- _What you will do_
Count the lines holding the string "Maria" in the records, and give only the count.

Stored data:

•••

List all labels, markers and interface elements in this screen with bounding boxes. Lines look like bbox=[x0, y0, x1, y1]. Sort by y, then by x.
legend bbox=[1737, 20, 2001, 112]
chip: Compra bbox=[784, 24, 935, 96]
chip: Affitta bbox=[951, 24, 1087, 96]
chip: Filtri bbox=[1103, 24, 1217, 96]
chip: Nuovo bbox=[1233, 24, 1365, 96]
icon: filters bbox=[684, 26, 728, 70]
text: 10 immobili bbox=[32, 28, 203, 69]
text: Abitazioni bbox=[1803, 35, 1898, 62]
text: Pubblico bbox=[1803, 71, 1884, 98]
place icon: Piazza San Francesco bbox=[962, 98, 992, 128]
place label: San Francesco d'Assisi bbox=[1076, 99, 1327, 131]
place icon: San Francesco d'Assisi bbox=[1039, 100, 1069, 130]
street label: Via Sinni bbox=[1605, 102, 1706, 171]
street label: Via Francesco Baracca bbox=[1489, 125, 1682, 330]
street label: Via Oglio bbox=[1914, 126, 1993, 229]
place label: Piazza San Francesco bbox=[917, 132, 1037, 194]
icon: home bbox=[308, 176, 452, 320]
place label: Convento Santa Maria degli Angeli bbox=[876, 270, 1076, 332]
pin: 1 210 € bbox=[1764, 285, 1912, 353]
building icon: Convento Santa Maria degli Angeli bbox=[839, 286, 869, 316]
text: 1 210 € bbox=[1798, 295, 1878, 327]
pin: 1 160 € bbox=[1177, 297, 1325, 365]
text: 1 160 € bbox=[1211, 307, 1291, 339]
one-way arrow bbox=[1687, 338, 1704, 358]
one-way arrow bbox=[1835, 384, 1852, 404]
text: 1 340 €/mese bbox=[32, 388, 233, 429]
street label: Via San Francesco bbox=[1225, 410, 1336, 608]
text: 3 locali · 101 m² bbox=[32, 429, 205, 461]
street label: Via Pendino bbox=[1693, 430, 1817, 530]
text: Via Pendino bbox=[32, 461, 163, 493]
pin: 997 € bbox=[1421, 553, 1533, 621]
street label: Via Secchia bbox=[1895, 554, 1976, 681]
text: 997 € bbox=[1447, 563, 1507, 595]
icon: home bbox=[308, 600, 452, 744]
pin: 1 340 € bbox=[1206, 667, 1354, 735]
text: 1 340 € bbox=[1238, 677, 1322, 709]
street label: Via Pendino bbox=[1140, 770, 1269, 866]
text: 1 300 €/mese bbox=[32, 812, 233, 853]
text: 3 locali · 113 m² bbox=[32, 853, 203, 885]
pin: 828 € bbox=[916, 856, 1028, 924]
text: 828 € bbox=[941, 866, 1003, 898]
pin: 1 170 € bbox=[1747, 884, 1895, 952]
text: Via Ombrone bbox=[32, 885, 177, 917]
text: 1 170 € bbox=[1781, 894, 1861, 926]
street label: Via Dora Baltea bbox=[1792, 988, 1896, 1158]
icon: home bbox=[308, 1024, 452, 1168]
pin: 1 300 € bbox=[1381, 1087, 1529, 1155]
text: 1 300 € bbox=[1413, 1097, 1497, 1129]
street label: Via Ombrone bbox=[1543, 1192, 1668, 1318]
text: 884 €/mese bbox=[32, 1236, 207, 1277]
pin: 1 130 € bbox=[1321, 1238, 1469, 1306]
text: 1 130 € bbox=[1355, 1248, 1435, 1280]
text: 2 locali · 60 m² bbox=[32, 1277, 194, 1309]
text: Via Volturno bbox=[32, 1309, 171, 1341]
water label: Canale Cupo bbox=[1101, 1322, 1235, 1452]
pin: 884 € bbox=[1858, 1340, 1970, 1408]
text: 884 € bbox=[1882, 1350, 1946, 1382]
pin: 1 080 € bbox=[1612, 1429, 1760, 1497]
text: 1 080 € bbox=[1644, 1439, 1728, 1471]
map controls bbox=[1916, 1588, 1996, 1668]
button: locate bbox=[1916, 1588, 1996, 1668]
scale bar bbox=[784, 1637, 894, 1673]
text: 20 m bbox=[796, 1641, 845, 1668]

•••

- _Solution for this exercise_
2